Story 2: Statistical discipline of Experimental Design 

Design of Experiments (DOE or DOX) is a subfield of statistics that is focused on creating the most efficient designs for an experiment, and the most appropriate analysis. Efficient here refers to a context where each run is very expensive or resource consuming in some way. Hence, the goal in DOE methodology is to answer the causal questions of interest with the smallest number of runs (observations). The statistical methodological development of DOE was motivated by agricultural applications in the early 20th century, led by the famous Ronald Fisher. DOE methodology gained further momentum in the context of industrial experiments (today it is typically considered part of "industrial statistics").  Currently, the most active research area within DOE is "computer experiments" that is focused on constructing simulations to emulate a physical system for cases where experimentation is impossible, impractical, or terribly expensive (e.g. experimenting on climate).

Do the two stories converge? 

With the current heavy use of online experiments by companies, one would have thought the DOE discipline would flourish: new research problems, plenty of demand from industry for collaboration, troves of new students. Yet, I hear that the number of DOE researchers in US universities is shrinking. Most "business analytics" or "data science" programs do not have a dedicated course on experimental design (with focus on internet experiments). Recent DOE papers in top industrial statistics journals (eg Technometrics) and DOE conferences indicate the burning topics from Story 1 are missing.
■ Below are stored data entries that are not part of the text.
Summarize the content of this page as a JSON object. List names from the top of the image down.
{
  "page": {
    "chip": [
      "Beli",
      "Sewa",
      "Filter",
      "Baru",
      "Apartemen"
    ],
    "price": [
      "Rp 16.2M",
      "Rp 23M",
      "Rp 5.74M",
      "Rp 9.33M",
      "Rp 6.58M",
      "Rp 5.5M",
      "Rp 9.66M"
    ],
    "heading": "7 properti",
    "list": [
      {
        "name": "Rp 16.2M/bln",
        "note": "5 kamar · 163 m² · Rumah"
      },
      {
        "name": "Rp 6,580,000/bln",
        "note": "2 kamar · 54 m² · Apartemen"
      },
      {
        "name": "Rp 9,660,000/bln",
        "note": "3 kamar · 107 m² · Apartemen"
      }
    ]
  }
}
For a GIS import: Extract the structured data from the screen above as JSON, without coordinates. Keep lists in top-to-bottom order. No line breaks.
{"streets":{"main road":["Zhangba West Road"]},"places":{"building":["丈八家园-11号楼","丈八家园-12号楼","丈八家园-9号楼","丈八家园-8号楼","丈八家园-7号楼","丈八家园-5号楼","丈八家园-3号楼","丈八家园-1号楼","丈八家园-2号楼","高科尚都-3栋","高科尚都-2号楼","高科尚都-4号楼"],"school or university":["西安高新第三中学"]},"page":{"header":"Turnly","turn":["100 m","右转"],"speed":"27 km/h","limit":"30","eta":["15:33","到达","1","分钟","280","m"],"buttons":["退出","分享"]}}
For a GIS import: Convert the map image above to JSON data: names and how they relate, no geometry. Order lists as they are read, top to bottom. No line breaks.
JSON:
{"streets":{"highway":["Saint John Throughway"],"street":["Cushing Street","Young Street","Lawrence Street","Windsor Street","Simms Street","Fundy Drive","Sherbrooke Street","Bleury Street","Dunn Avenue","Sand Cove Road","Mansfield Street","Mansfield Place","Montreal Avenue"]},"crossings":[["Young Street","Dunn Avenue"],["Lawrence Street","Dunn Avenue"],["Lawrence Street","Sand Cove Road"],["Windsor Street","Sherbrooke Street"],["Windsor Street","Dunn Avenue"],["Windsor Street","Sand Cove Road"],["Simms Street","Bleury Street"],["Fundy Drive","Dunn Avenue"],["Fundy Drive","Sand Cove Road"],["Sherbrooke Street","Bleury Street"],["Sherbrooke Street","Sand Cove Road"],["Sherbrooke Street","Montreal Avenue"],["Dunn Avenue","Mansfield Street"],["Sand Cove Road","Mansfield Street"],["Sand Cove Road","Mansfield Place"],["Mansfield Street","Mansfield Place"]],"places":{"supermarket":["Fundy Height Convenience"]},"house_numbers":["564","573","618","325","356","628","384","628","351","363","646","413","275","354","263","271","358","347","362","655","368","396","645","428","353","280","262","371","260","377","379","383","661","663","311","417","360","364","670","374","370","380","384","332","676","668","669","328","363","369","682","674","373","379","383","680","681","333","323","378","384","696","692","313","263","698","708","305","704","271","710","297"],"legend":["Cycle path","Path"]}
Academic DOE research by statisticians seems to continue focusing on the scarce data context and on experiments on "things" rather than human subjects. The Wikipedia page on DOE also tells a similar story. I tried to make these points and others in my recent paper Analyzing Behavioral Big Data: Methodological, practical, ethical, and moral issues. Hopefully the paper and this post will encourage DOE researchers to address such burning issues and take the driver's seat in creating designs and analyses for researchers and companies conducting  "big experiments".